### Exercise objective
In the data below, work out how many lines include the string "right". Only the number should be given.

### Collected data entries
'''
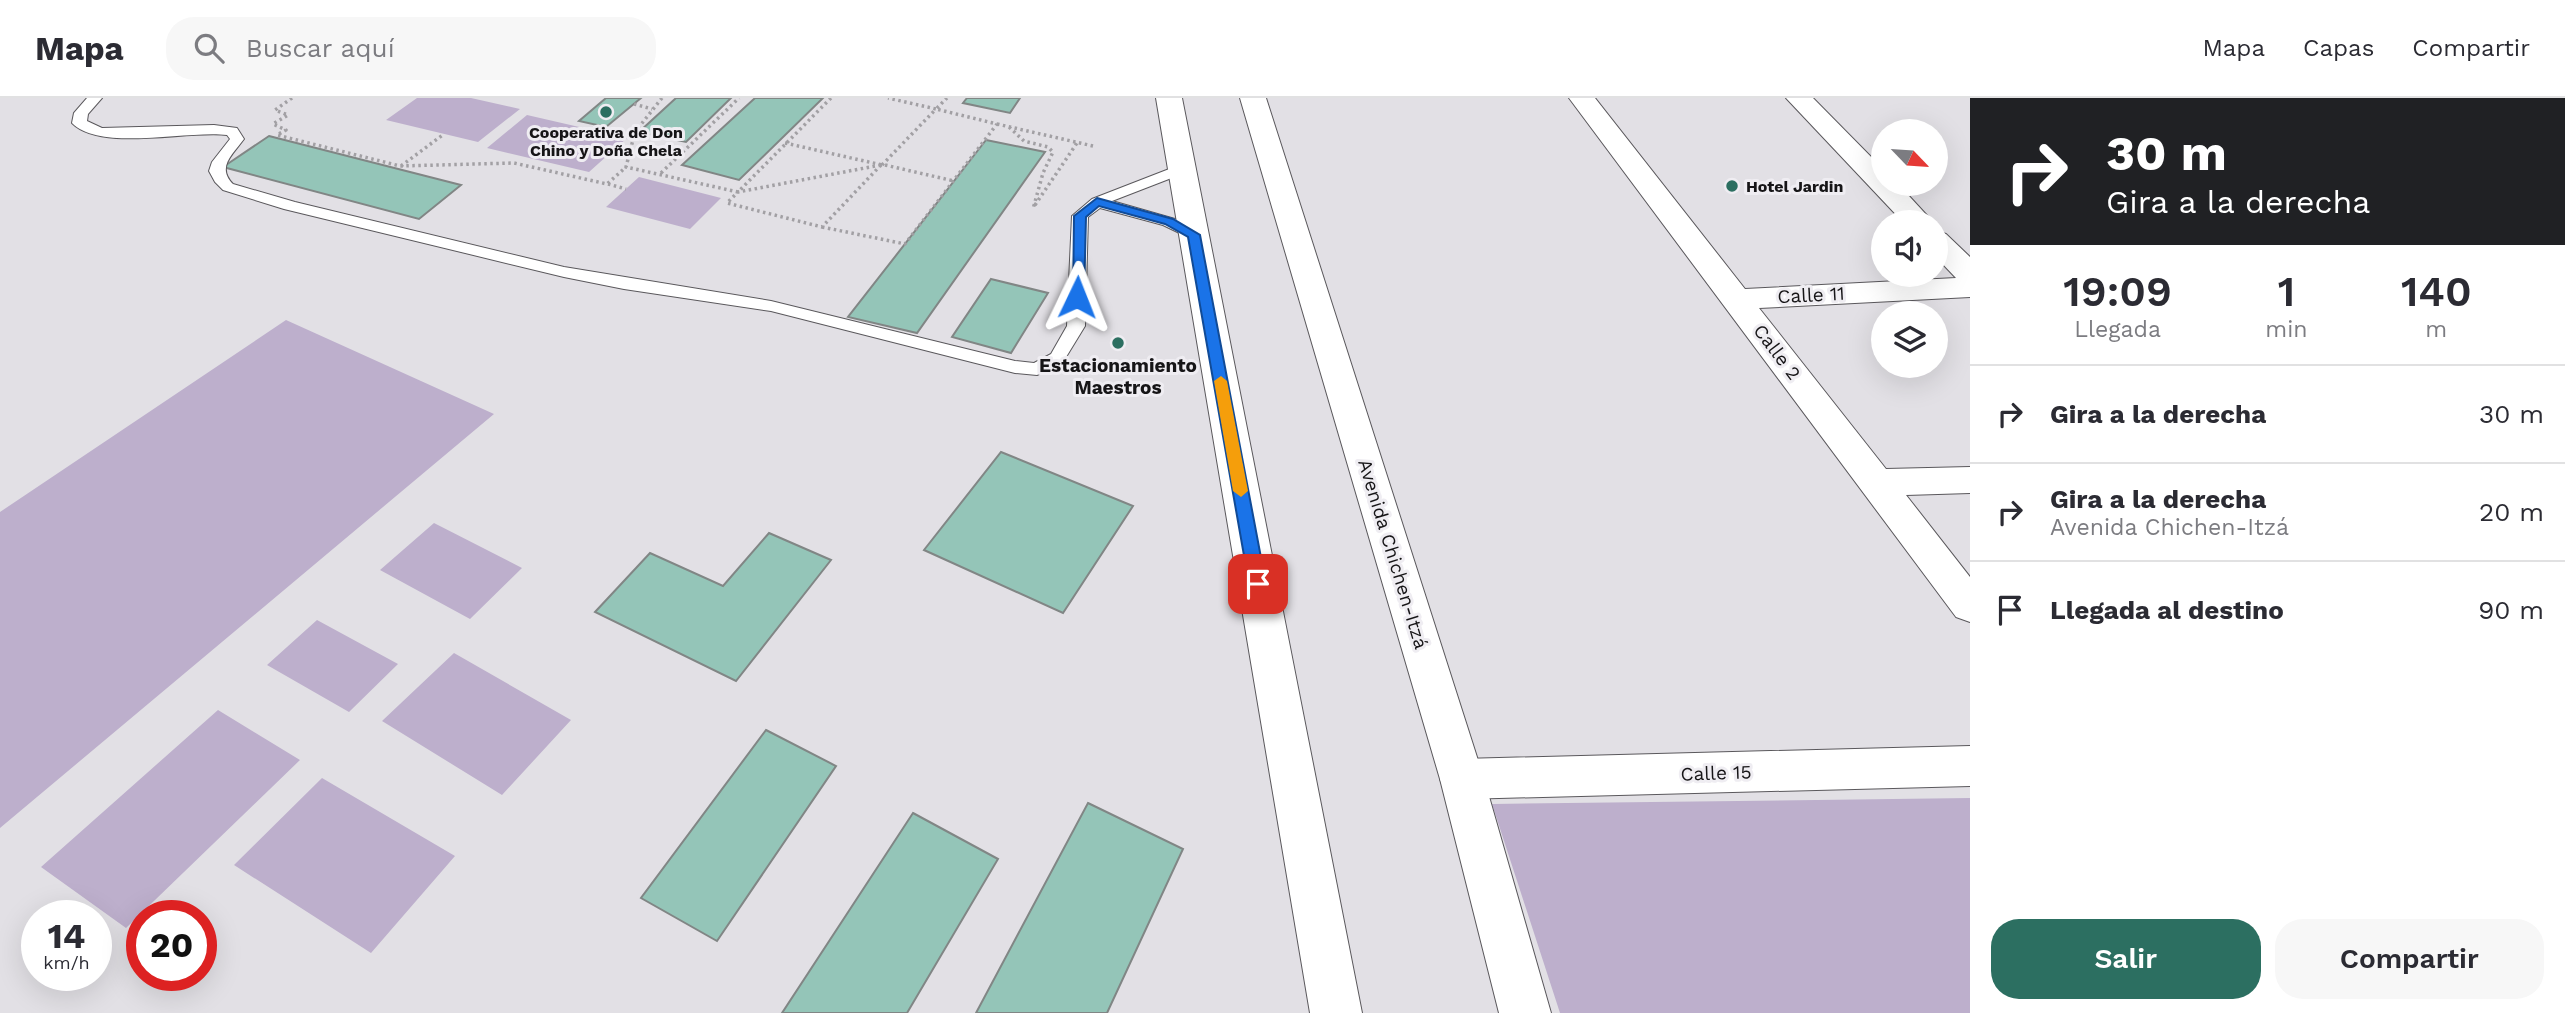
<!DOCTYPE html>
<html lang="es">
<head>
<meta charset="utf-8">
<style>
  :root { --surface:#fff; --page:#f7f7f7; --text:#2b2b33; --muted:#7c7c81; --line:#e1e1e2; --accent:#2c6f61 }
  body { margin:0; font-family:"Work Sans",sans-serif; background:var(--page); color:var(--text); height:100vh; display:flex; flex-direction:column; font-size:26px; white-space:nowrap }
  * { box-sizing:border-box; margin:0 }
  p { font-size:23px; color:var(--muted) }
  .icon { flex:none; width:38px; height:38px; fill:none; stroke:currentColor; stroke-width:2; stroke-linecap:round; stroke-linejoin:round }
  .map { position:relative; flex:1; overflow:hidden }
  .details { display:flex; flex-direction:column; background:var(--surface); width:595px }
  .details>* { flex:none }
  .banner { background:#202124; color:#fff; overflow:hidden }
  .needle { width:46px; rotate:115deg }
  .controls { position:absolute; left:1871px; top:21px; display:grid; gap:14px }
  .controls a { display:grid; place-items:center; width:77px; height:77px; border-radius:50%; background:var(--surface); box-shadow:0 7px 28px #0002; font-size:35px }
  .speed { position:absolute; left:21px; top:802px; display:flex; gap:14px; font-size:35px; font-weight:700; text-align:center }
  .speed>* { display:grid; place-content:center; width:91px; height:91px; border-radius:50%; background:var(--surface); box-shadow:0 7px 28px #0002; line-height:1 }
  .speed small { font-size:18px; font-weight:400 }
  .speed .limit { border:10px solid #d22; background:#fff; color:#111 }
  .pin { position:absolute; display:grid; place-items:center; width:60px; height:60px; color:#fff; margin:-30px; border-radius:14px; box-shadow:0 4px 10px #0006 }
  .me { position:absolute; width:77px; margin:-38px; rotate:2deg; stroke-linejoin:round; filter:drop-shadow(0 0 5px #0008) }
  .turn { display:flex; align-items:center; gap:24px; height:147px; padding:0 21px; font-size:32px }
  .turn .icon { width:91px; height:91px; stroke-width:2.5 }
  .turn b { display:block; font-size:49px; line-height:60px }
  .eta { display:flex; justify-content:space-evenly; align-items:center; height:119px; text-align:center }
  .eta b { font-size:42px; font-weight:600; line-height:49px }
  .cta { display:flex; gap:14px; margin-top:auto; padding:14px 21px }
  .cta a { flex:1; height:80px; border-radius:28px; background:var(--accent); color:#fff; font-size:28px; font-weight:600; line-height:80px; text-align:center }
  .cta a+a { background:var(--page); color:var(--text) }
  ul { padding:0; list-style:none }
  li { display:flex; align-items:center; gap:21px; height:98px; padding:0 21px; border-top:2px solid var(--line) }
  li div { flex:1 }
  li b { display:block; font-size:26px }
  li em { font-style:normal }
  header { display:flex; align-items:center; gap:42px; box-sizing:border-box; height:98px; padding:0 35px; background:var(--surface); border-bottom:2px solid var(--line) }
  header strong { font-size:33px }
  nav { display:flex; gap:38px; margin-inline-start:auto; font-size:24px }
  .search { width:490px; height:63px; background:var(--page); display:flex; align-items:center; gap:18px; box-sizing:border-box; padding:0 24px; border-radius:28px; color:var(--muted); font-size:26px }
  main { display:flex; flex:1; min-height:0 }
  .map>svg:first-child { display:block }
</style>
</head>
<body>
<header>
<strong>Mapa</strong>
<div class="search"><svg class="icon" aria-label="search" viewBox="0 0 24 24"><circle cx="10" cy="10" r="6"/><path d="M15 15l6 6"/></svg>Buscar aquí</div>
<nav><a>Mapa</a><a>Capas</a><a>Compartir</a></nav>
</header>
<main>
<div class="map">
<svg width="1970" height="915" viewBox="0 0 1970 915">
  <rect width="100%" height="100%" fill="#e2e0e5"/>
  <!-- green -->
  <path fill="#bdafcc" d="M417,0h54l49,11 -42,33 -92,-22z
    M527,17l100,23 -38,34 -102,-24z
    M639,79l82,21 -31,31 -84,-22z
    M286,222l208,94 -494,414v-316z
    M434,425l88,45 -52,51 -90,-49z
    M317,522l81,44 -49,48 -82,-47z
    M454,555l117,67 -69,75 -120,-74z
    M218,612l82,50 -174,168 -85,-61z
    M322,680l133,78 -84,97 -137,-88z
    M1970,700v215h-410l-68,-209z"/>
  <!-- building -->
  <path fill="#94c5b8" stroke="#818685" stroke-width="2" d="M606,0h35l-35,29 -27,-6z
    M676,0h55l-45,44 -47,-10z
    M755,0h68l-84,82 -57,-15z
    M967,0h53l-10,15 -47,-10z
    M269,38l192,49 -42,34 -196,-52z
    M986,42l59,12 -128,181 -69,-16z
    M991,181l57,14 -37,60 -59,-16z
    M1001,354l132,54 -70,107 -139,-63z
    M769,435l62,27 -95,121 -141,-69 55,-59 73,33z
    M766,632l70,36 -119,175 -76,-43z
    M1088,705l95,46 -76,164h-131z
    M913,715l85,46 -91,154h-125z"/>
  <g fill="none" stroke-linecap="round" stroke-linejoin="round">
    <defs>
      <path id="service" d="M87,0h15l-14,16 -1,7 15,7 112,-3 23,3 7,11c-11,15 -28,28 -11,45l62,18 269,65 207,34 244,60 19,2 17,-9 16,-28 5,-110 20,-17 85,-33h10l2,3 -2,3 -75,29 63,18 27,16 -8,5 -31,-15 -63,-17 -12,9 -3,109 -22,36 -26,13 -22,-2 -244,-62 -147,-22 -60,-12 -280,-68 -61,-19 -8,-8 -6,-11 3,-9 18,-23 -3,-4c-40,-5 -126,17 -155,-12l2,-10z"/>
      <path id="minor" d="M1569,0h26l150,191 211,-11 -20,-21v-26l10,3 24,23v40l-211,11 127,161 84,-2v26l-64,2 64,82v45l-14,-5z
        M1786,0h27l70,71v15h15l35,38h-30z
        M1970,648v40l-508,13 -16,-6 -6,-14 6,-14 16,-6z"/>
      <path id="secondary" d="M1156,0h26l180,915h-52z
        M1240,0h26l218,681 67,234h-52l-59,-234z"/>
    </defs>
    <!-- service casing -->
    <use href="#service" stroke="#5a585c" stroke-width="2"/>
    <!-- minor casing -->
    <use href="#minor" stroke="#5a585c" stroke-width="2"/>
    <!-- secondary casing -->
    <use href="#secondary" stroke="#5a585c" stroke-width="2"/>
    <!-- path -->
    <path stroke="#a2a0a4" stroke-width="3.5" stroke-dasharray="2.5 3.5" stroke-linecap="butt" d="M292,0l-17,12 13,5 -15,9 13,6 -9,5 123,31 114,-3 93,21 19,-17
      M662,0l-27,34 -9,35 112,25 93,-94
      M634,6l18,5
      M997,26l96,22
      M1009,29l15,14 24,6 5,5 -10,21 -10,36
      M785,45l97,22
      M881,67l-59,62 -95,-24 11,-11z
      M881,67h1
      M882,67l54,-56 -48,-11
      M885,67l69,16
      M401,68l43,-32
      M661,75l78,-75
      M608,86l18,5
      M1035,107l42,-62
      M822,129l83,17 92,-120 -61,-15 11,-11"/>
    <!-- service -->
    <use href="#service" fill="#fff" fill-rule="evenodd"/>
    <!-- minor -->
    <use href="#minor" fill="#fff" fill-rule="evenodd"/>
    <!-- secondary -->
    <use href="#secondary" fill="#fff" fill-rule="evenodd"/>
  </g>
  <!-- route -->
  <path fill="#1a73e8" stroke="#114b97" stroke-width="2" d="M1097,100l76,21 27,16 66,349 -3,5 -5,1 -9,-6 -61,-347 -23,-13 -66,-18 -13,11 -2,80 -7,4 -4,-1 1,-84z"/>
  <!-- slow -->
  <path fill="#f59e0b" d="M1221,278l6,5 21,110 -7,6 -8,-6 -19,-110z"/>
  <!-- markers -->
  <g fill="#2c6f61" stroke="#efedf2" stroke-width="2.5">
    <circle cx="606" cy="14" r="7"/>
    <circle cx="1732" cy="88" r="7"/>
    <circle cx="1118" cy="245" r="7"/>
  </g>
  <g text-anchor="middle" dominant-baseline="central" stroke-width="6" stroke-linejoin="round" paint-order="stroke">
    <!-- far-poi labels -->
    <g font-size="16" font-weight="bold" fill="#161517" stroke="#efedf2">
      <text x="606" y="34">Cooperativa de Don<tspan x="606" dy="18">Chino y Doña Chela</tspan></text>
      <text x="1746" y="88" text-anchor="start">Hotel Jardin</text>
    </g>
    <!-- street labels -->
    <g font-size="19" fill="#161517" stroke="#efedf2">
      <text transform="translate(1811 197) rotate(-3)">Calle 11</text>
      <text transform="translate(1777 254) rotate(53)">Calle 2</text>
      <text transform="translate(1393 456) rotate(73)">Avenida Chichen-Itzá</text>
      <text transform="translate(1716 675) rotate(-2)">Calle 15</text>
    </g>
    <!-- poi labels -->
    <g font-size="19" font-weight="bold" fill="#161517" stroke="#efedf2">
      <text x="1118" y="267">Estacionamiento<tspan x="1118" dy="22">Maestros</tspan></text>
    </g>
  </g>
</svg>
<div class="controls">
<a><svg class="needle" viewBox="-14 -14 28 28"><path d="M0-13l5 13h-10z" fill="#e53935"/><path d="M0 13l5-13h-10z" fill="#7c7c81"/></svg></a>
<a><svg class="icon" aria-label="sound" viewBox="0 0 24 24"><path d="M4 9h4l5-4v14l-5-4H4zM17 9q2 3 0 6"/></svg></a>
<a><svg class="icon" aria-label="layers" viewBox="0 0 24 24"><path d="M12 4l9 5-9 5-9-5zM3 14l9 5 9-5"/></svg></a>
</div>
<div class="speed"><div>14<small>km/h</small></div><div class="limit">20</div></div>
<div class="pin" style="left:1258px;top:486px;background:#d93025"><svg class="icon" aria-label="arrive" viewBox="0 0 24 24"><path d="M6 21V4h12l-3 4 3 4H6"/></svg></div>
<svg class="me" style="left:1077px;top:199px" viewBox="-20 -20 40 40"><path d="M0-17L14 15 0 8-14 15z" fill="#1a73e8" stroke="#fff" stroke-width="4"/></svg>
</div>
<section class="details">
<div class="banner">
<div class="turn"><svg class="icon" aria-label="right" viewBox="0 0 24 24"><path d="M7 20v-9h11M14 6l5 5-5 5"/></svg><div><b>30 m</b>Gira a la derecha</div></div>
</div>
<div class="eta">
<div><b>19:09</b><p>Llegada</p></div>
<div><b>1</b><p>min</p></div>
<div><b>140</b><p>m</p></div>
</div>
<ul>
<li><svg class="icon" aria-label="right" viewBox="0 0 24 24"><path d="M7 20v-9h11M14 6l5 5-5 5"/></svg><div><b>Gira a la derecha</b></div><em>30 m</em></li>
<li><svg class="icon" aria-label="right" viewBox="0 0 24 24"><path d="M7 20v-9h11M14 6l5 5-5 5"/></svg><div><b>Gira a la derecha</b><p>Avenida Chichen-Itzá</p></div><em>20 m</em></li>
<li><svg class="icon" aria-label="arrive" viewBox="0 0 24 24"><path d="M6 21V4h12l-3 4 3 4H6"/></svg><div><b>Llegada al destino</b></div><em>90 m</em></li>
</ul>
<div class="cta"><a>Salir</a><a>Compartir</a></div>
</section>
</main>
</body>
</html>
'''
### Exercise response
3